WHAT YOU ARE ASKED TO DO:
Find the string "turn" in the listing and report every line that has it.

- - - - -

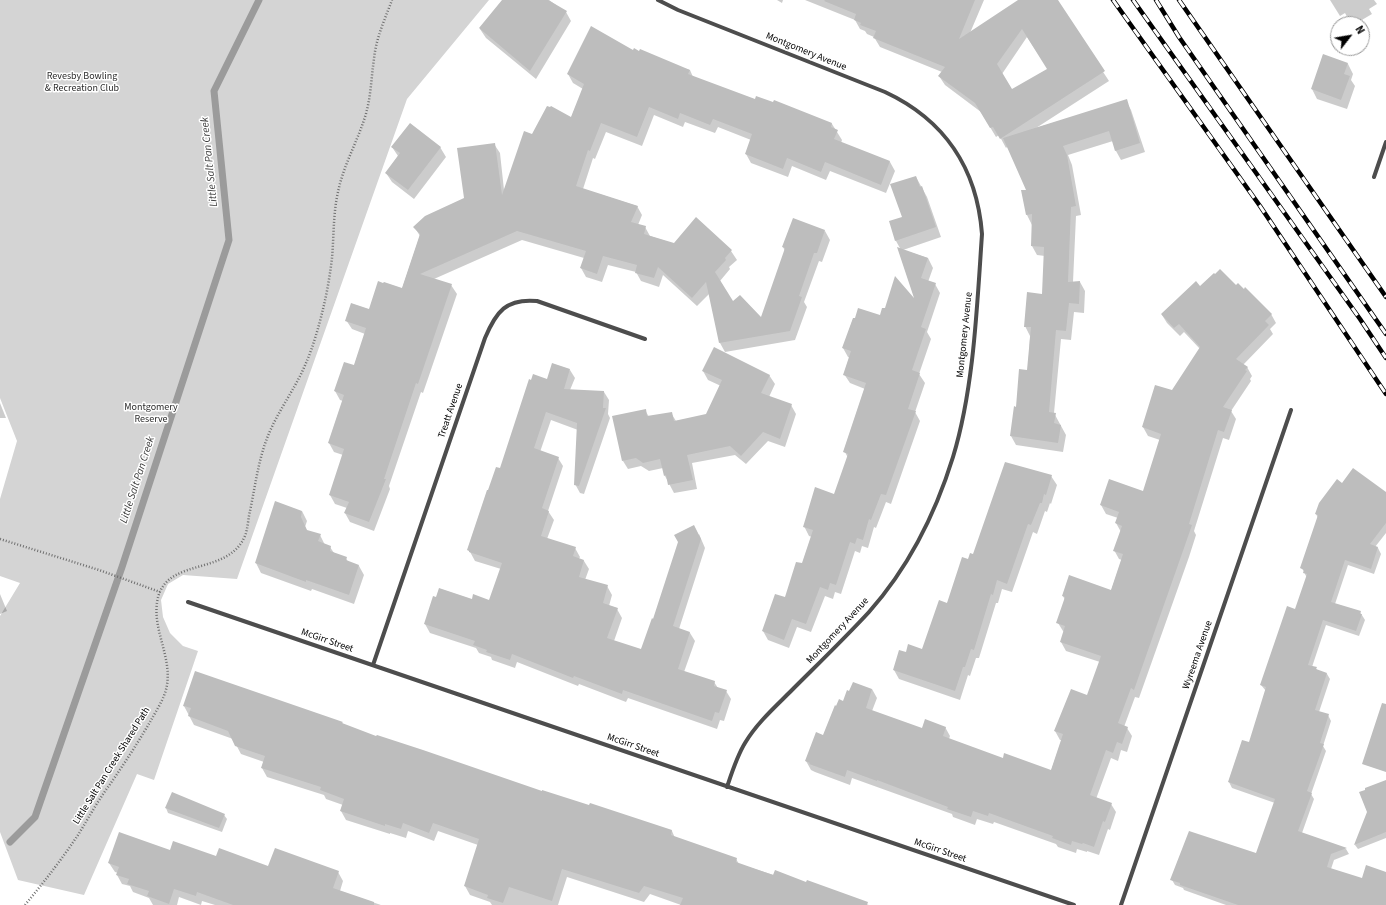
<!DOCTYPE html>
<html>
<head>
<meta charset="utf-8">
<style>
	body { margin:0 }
	#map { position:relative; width:1386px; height:905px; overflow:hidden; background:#fff; font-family:"Source Sans 3",sans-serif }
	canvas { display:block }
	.north { position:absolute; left:1330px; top:16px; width:40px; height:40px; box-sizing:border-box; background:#fff; border:1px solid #999; border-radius:50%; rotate:59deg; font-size:11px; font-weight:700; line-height:16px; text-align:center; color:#000 }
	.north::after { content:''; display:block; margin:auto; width:14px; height:18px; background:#000; clip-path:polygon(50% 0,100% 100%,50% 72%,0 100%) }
</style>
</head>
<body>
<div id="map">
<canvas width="1386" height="905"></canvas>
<div class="north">N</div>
</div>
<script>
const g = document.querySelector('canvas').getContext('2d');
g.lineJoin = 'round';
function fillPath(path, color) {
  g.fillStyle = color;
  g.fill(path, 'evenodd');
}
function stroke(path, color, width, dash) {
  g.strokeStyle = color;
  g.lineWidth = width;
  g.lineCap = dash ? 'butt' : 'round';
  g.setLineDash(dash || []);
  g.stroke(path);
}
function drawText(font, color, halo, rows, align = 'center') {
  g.font = font + ' "Source Sans 3",sans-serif';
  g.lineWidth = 3;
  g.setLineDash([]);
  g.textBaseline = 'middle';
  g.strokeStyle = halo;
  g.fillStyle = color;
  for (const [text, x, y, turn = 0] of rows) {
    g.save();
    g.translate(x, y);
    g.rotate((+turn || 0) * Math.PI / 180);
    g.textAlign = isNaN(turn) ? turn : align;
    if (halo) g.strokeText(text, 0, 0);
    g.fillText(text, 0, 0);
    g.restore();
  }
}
const green = new Path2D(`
	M0,0h489l-82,99 -170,480 -54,-4 -15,9 -7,16 2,17 7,16 13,13 15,5 -44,129 -17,-6 -53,121 -66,-15 -18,-48v-216l20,-33 -20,-7v-77l17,-58 -17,-43z`);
const shadow = new Path2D(`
	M504,0h45l17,12 5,9 -35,58 -50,-41 -6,-9z
	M777,0h6l-1,3z
	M805,0h179l-14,33 50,-33h36l53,81 -73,47 90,-27 5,9 14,42 -24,8 -5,-9 -3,-10 -45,14 4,10 9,50 -5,1 -3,66h7l5,9 -1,22 -10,-1 -3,28 -10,-1 -7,74 12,22 -3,17 -47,-7 -5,-9 6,-28 11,-37 2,-35 -5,-10 18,-31 2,-39 -8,-1 -5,-9v-21l-5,-10 1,-25 -20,-44 -2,2 -7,-13 -3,2 -15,-25 -36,-27 -6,-9 3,-4 -62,-25 -6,-10 -7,-3 -2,-3 -5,-2 -5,-9zM1027,37l21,32 -36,21 -10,-16z
	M1330,0h44l3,4 -8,5 3,5 -17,10h-4l-6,-11 -5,3z
	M633,52l57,18 3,7 63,23 76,24 10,16 -1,3 49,19 5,9 -9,22 -56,-22 -4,9 -34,-14 -4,11 -37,-14 -5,-9 5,-14 -33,-13 -3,6 -30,-11 -2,5 -29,-12 -12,31 -36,-14 -11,27 -2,-1 -10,31 54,17 5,9 -4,10 7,2 5,9 24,8 57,7 6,9 -8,7 1,2 -10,12 13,22 28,16 24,-68 -2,-4 42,-16 5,9 -8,22 -3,-1 -15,41 3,5 -12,33 -70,12 -5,-9 -10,-50 -13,13 -34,-31 -4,12 -18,-6 -5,-9 -28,-7 -6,17 -16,-5 -5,-9 3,-10 -62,-18 -88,39 17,6 6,9 -34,99 -2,-1 -32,94 1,3 -16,42 -24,-9 -5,-9 2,-5 -12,-4 -5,-9 13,-40 -9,-3 -5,-9 14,-42 -3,-1 -5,-9 19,-25 11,-32 -13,-5 -6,-9 23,-9 33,-22 18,-53 -5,-8 50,-29 29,-55 6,9 4,37 28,-55 39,-17 12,-29 -10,-6 -5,-9z
	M1323,55l25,9 5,10 -2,6 4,6 -8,23 -30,-10 -5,-10z
	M392,147h48l6,10 -32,42 -22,-17 -6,-9 12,-17z
	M916,177l11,20 14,40 -38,13 25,8 5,10 -5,14 7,2 5,9 -13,39 4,7 -12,35 6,9 -10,29 5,9 -29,83 -5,-2 -10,26 -2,-1 -6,21 -6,-2 -2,7 -5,-2 -14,43 -6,-2 -2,7 -8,-3 -14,36 -14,-5 -8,21 -21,-8 -5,-9 22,-33 18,-33 9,-28 -3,-1 -5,-10 31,-31 13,-37 -3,-6 20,-63 -15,-6 -6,-9 6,-16 -2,-1 -5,-9 10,-29 28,-3 36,-13 -16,-53 -5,-9 -6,-19 13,-4z
	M1236,286l35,28 5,9 -6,6 3,5 -30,31 4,2 5,9 -2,3 1,2 -20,30 5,8 -7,21 -6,-2 -29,93 2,4 -7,22 -50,141 -4,-1 -11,30 3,1 5,8 -5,16 -6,-2 -3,11 -7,-3 -15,41 15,5 5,8 -6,18 -2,-1 -9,26 -12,-4v1l-10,-3 -1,4 -18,-6 -2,-3 -62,-22 -1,2 -16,-5 -2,6 -22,-8 -1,-3 -100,-36 -2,7 -35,-13 -4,-2 -5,-9 18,-25 20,-34 28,-13 5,9 -5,13 50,18 23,-2 5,9 -1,3 54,20 48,12 11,-31h-2l-5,-9 33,-34 12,-35 -34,-11 -5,-9 3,-10 -1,-1 -5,-8 7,-23 -2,-4 48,-5 11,-31 -3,-1 -5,-9 7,-18 -5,-9 2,-5 -12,-4 -5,-9 43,-13 16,-52 -12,-4 -5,-9 29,-36 28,-42 -16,-17 -4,4 -13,-13 -5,-8 38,-28z
	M570,370l5,8 -5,12 34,2 5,8 -1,14 2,4 -26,76 -4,-1 -5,-9 3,-54 -27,-10 -11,32 18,6 5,8 -15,45 6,9 -7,19 28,9 5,9 -1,2 5,2 5,8 -4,11 22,6 5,9 -3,11 8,3 5,9 -8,23 27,9 12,-30 46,-86 6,14 -26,81 11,4 5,8 -11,31 30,10 4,6 8,3 5,8 -7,22 -4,-1 -3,9 -89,-31 -2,4 -47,-18 -1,2 -61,-24 -2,6 -23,-8 -1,-3 -12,-4 -3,-5 -46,-15 -5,-9 47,-24 18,1 11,-32 -26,-8 -6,-11 32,-81 46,-89z
	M703,371l66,4 6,9 -6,13 22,8 5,9 -11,33 -17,-6 -22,23 -11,-9 -43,8 5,26 -23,4 -9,-17 -2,-8 -14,3 -8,-5 -13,3 -5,-8 22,-51 4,7 22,-4 5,8 31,-6 14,-29 -13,-6z
	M0,403l6,15h-6z
	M1051,476l6,9 -6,19 -1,-1 -3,9 -2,-1 -8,23 -4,-2 -21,60 -10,-3 -4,14h-2l-17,55h-3l-6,18 -2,-1 -8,25 -61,-21 -5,-9 12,-17 17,-3 46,-89z
	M1343,484l43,11v38l-11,14 3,1 3,6 -7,20 -26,-9 -13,39 25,8 5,8 -6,16 -33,-11 -14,42 4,1 1,3 10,3 3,5 -11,33 9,3 3,6 -8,25 3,5 -15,43 3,5 -12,34 44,16 3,5 -15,6 -3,9 32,10 23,-6v32h-160l-42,-15 -1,-2 -8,-3 -3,-5 85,-26 18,-51 -43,-15 -3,-6 21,-39 16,-52 -5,-6 35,-75 11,-32 -5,-10 16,-50 -2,-4z
	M302,511l5,10 -2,6 2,4 13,4 5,10 5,2 4,6 12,5 2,4 11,4 5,9 -10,29 -42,-15 -1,2 -50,-18 -5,-10z
	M0,594l7,17 -7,3z
	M184,706l158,17 1,2 34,13 165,54 130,39 3,7 61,21 3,5 130,41h-188l-31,-11 -6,8 -77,-25 -9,28h-66l-2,-3 -20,-7 -5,-9 13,-41 -40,-14 -4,10 -26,-10 -2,7 -16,-5v1l-44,-14 -5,-9 2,-6 -17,-6 -2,-4 -57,-18 -5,-9 2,-6 -23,-8 -8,-15 -39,-14z
	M1386,781v57l-28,11 -3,-4 13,-33z
	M166,808l58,7 3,4 -5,13 -54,-19z
	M170,852l46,5 53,11 69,4 5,9 -3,10 41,14h-166l-13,-4 -1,4 -22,-8 -2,8h-24l-4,-7 -16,-6 -3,-6 -8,-2 -5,-9 1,-2 -3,-1 -6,-9z`);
const stream = new Path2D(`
	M10,842l25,-25 87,-250 107,-327 -15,-149 45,-91`);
const building = new Path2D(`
	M502,0h46l19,11 -37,60 -51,-43z
	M825,0h150l-16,39 59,-39h40l47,71 -105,68 -7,-12 -3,1 -15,-25 -37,-27 7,-9 -72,-29 3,-7 -16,-6 1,-2 -7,-3 2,-6 -32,-13zM1022,29l25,40 -35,20 -15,-25z
	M591,26l42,24 1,-2 5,3 1,-2 50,21 -2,4 67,25 1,-3 17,6 1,-2 58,23 -1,4 7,3 -4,9 56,22 -9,24 -56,-23 -4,10 -34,-14 -4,11 -38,-15 7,-20 -39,-15 -3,6 -30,-12 -2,6 -29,-12 -12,30 -36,-14 -11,28 -2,-1 -12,36 62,20 -7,16 15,4 -2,8 30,9 22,-26 36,33 -7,8 1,2 -11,12 18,29 7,-6 21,22 24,-69 -3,-1 11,-29 32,12 -8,23h-3l-15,43 3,1 -12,34 -71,12 -13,-61 -14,16 -34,-31 -4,11 -19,-5 2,-8 -34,-9 -6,18 -17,-6 6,-17 -69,-20 -97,43 32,10 -34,100 -2,-1 -32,96h2l-17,43 -25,-9 5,-11 -20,-7 15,-46 -16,-6 16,-48 -10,-4 10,-29 10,3 12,-37 -21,-7 6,-18 18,6 9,-28 5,2 1,-1 18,6 18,-54 -7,-7 12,-11 39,-18 -7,-50 38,-5 7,52 22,-64 8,3 15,-28 3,1 1,-1 20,11 13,-33 -17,-10z
	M1323,54l25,9 -4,11 6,2 -9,24 -30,-11z
	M1127,99l13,44 -25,8 -6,-20 -46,15 4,9 9,51 -5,1 -3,75 12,-1 -1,23 -10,-1 -3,28 -10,-1 -7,82 7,1 -2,10 7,2 -3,18 -48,-7 4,-30 2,1 3,-38 8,1 4,-43h-7l3,-35 15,2 2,-47 -13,-1 1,-32 -6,1 -5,-25h5l-23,-52z
	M410,123l31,24 -33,43 -23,-17 15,-20 -9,-6z
	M916,176l4,11 2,-1 14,41 -41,14 -6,-20 13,-4 -12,-33z
	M897,247l31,11 -7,20 15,5 -15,44 5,2 -14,41 8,3 -12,36 8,2 -30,84 -5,-1 -10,26 -2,-1 -6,21 -6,-2 -2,6 -5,-2 -14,43 -6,-2 -2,7 -8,-3 -14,37 -14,-5 -8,21 -22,-9 13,-37 10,3 11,-35 6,1 11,-33 -10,-3 12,-40 19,7 14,-40 -5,-2 23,-69 -23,-8 8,-24 -9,-3 11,-30h2l3,-10 22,7 2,-7h3l10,-32 19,22z
	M1220,269l16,16 2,-2 6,6 1,-2 27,27 -7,7 4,4 -33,34 12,8 -3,3 2,1 -24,36 9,3 -8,22 -6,-2 -29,94 3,1 -8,23 -50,142 -3,-2 -13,35 10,4 -6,17 -5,-2 -4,11 -7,-3 -16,45 22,8 -7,19 -2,-1 -9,26 -11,-4 -1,1 -10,-3 -1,4 -19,-7 1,-2 -64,-23 -1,3 -15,-5 -2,6 -24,-8 1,-2 -71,-27v1l-30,-11 -2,7 -36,-13 1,-1 -5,-2 11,-29 7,3 12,-30 1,1 3,-7 4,2 4,-11 2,1 4,-9 19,7 -6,19 56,20 3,-9 21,8 -3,9 60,22 1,-5 47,17 12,-36 -9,-3 17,-42 16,6 14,-39 -41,-14 5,-16 -9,-3 9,-26 -3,-1 7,-21 42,15 12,-36 -10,-3 9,-25 -7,-3 4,-11 -19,-7 9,-26 34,12 18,-57 -19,-7 13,-42 17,5 28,-43 -21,-23 -5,4 -13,-14 35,-33 4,5 14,-13 1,1z
	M714,347l56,28 -9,18 31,11 -12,35 -17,-7 -22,24 -11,-10 -43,9 6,25 -25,5 -2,-10 -2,1 -4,-17 -17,4 -7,-5 -14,3 -10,-45 34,-7 1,7 25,-4 2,9 32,-7 16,-34 -20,-9z
	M552,363l18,6 -6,20 40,2 -1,17h3l-27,78 -5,-1 3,-62 -31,-11 -12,36 25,9 -17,51 7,3 -8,25 35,11 -3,9 11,4 -5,17 29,8 -5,18 15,5 -11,30 34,11 11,-31 1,1 25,-77 -4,-7 20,-10 7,14 -28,87 17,6 -12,37 37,12 -1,5 13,4 -8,23 -4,-1 -3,9 -89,-31 -1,4 -48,-18 -1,2 -61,-24 -2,6 -24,-8 1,-2 -14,-5 2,-4 -51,-17 9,-28 3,1 3,-9 33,11 1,-5 16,6 13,-37 -33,-11v-1l-2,-1 20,-60h1l8,-23 4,1 29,-89 2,1 2,-6 14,5z
	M1005,462l47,13 -6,20 -2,-1 -2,9h-2l-9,22 -3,-1 -21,60 -10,-4 -4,15 -2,-1 -17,56 -3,-1 -6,18h-2l-8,24 -62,-21 6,-20 7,2 2,-8 14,5 17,-49 8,3 15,-46 6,2 2,-6 3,1z
	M1353,468l33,24v31l-16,21 8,3 -7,22 -26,-9 -14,42 30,9 -1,3h2l-6,17 -33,-11 -15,45 9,2 -1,2 11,4 -12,37 14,4 -9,29 4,1 -17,47 5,2 -14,38 49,17 -16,6 -4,13 35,11 4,-13 20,7v33h-148l-58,-20v-2l-10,-3 19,-49 67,22 19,-54 -47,-17 14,-42 7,2 17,-55 -6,-2 27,-79 8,3 12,-35 -4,-1 1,-3 -4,-2 18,-53 -3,-1 4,-11 18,-24 5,4z
	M275,501l27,10 -1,6 6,13 14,4 -3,7 13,5 -1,5 17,6 -1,3 13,5 -10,30 -43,-15v2l-51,-19z
	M195,671l148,51 -1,1 34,13 1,-1 46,15 119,41v-1l47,15 1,-2 82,27 -1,5 66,23 -1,4 37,13 2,-5 31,12 1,-2 61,22 -1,3h-187l3,-7 -39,-12 -5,7 -77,-24 -10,32 -43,-14 -6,16 -16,-5 1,-3 -24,-9 15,-47 -46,-16 -4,10 -26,-10 -2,6 -16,-5v2l-45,-15 4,-12 -24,-9 1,-3 -60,-19 4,-12 -30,-10 -7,-15 -40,-15 3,-8 -8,-2z
	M1382,703l4,1v68l-24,-8z
	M1386,780v52l-32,13 13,-33 -8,-20 6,-2v-2z
	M172,792l53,22 -6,14 -54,-20z
	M119,832l51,18 3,-9 43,15 3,-8 49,18 7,-18 64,23 -6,17 41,14v3h-141l-36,-13 -1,4 -22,-7 -5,15 -22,-8 2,-5 -22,-7 2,-5 -13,-4 3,-8 -11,-4z`);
const path = new Path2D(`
	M0,539l99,31 61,22
	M25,905c19,-23 37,-46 53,-70 10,-16 19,-33 30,-48 15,-21 29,-43 42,-65 6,-11 15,-24 17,-37 5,-31 -18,-60 -8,-91 13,-36 69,-19 86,-58 3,-8 3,-17 5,-25 5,-24 8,-48 16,-70 10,-28 29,-51 40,-78 7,-16 13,-37 17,-54 4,-16 7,-34 9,-51 2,-22 1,-44 6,-66 5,-25 18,-48 26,-72 7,-20 7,-41 10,-61 2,-21 11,-40 18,-59`);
const street = new Path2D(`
	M658,0l20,10 207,82c60,28 92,77 97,142 -5,72 -8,154 -29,223 -17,55 -45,111 -84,155 -25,27 -52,53 -78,79 -16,16 -34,32 -46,52 -8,13 -13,29 -18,44
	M1374,177l12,-35
	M188,602l886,303
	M373,665l112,-327c11,-26 21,-40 52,-37l108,38
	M1121,905l170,-495`);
const rail = new Path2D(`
	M1113,0l147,206 126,188
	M1133,0l227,319 26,39
	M1156,0l23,37 207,297
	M1179,0l207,297`);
const streetNames = [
	["Montgomery Avenue",806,52,22],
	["Montgomery Avenue",965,335,-84],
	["Treatt Avenue",451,411,-71],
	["Montgomery Avenue",838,631,-47],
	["McGirr Street",327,641,19],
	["Wyreema Avenue",1198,655,-71],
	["McGirr Street",633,746,19],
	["Little Salt Pan Creek Shared Path",112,766,-58],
	["McGirr Street",940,851,19]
];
const parkNames = [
	["Revesby Bowling",82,77],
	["& Recreation Club",82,89],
	["Montgomery",151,408],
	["Reserve",151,420]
];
const waterNames = [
	["Little Salt Pan Creek",210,162,-96],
	["Little Salt Pan Creek",138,480,-72]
];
fillPath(green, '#d4d4d4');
fillPath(shadow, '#0003');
stroke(stream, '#9b9b9b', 7);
fillPath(building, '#bdbdbd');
stroke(path, '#6f6f6f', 2.5, [1, 2]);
stroke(street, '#4d4d4d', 4);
stroke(rail, '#000', 4.5);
stroke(rail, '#fff', 3, [9]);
drawText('10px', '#000', '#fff', streetNames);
drawText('10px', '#2b2b2b', '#fff', parkNames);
drawText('italic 11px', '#3c3c3c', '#fff', waterNames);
</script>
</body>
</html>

- - - - -

FINAL ANSWER:
  for (const [text, x, y, turn = 0] of rows) {
    g.rotate((+turn || 0) * Math.PI / 180);
    g.textAlign = isNaN(turn) ? turn : align;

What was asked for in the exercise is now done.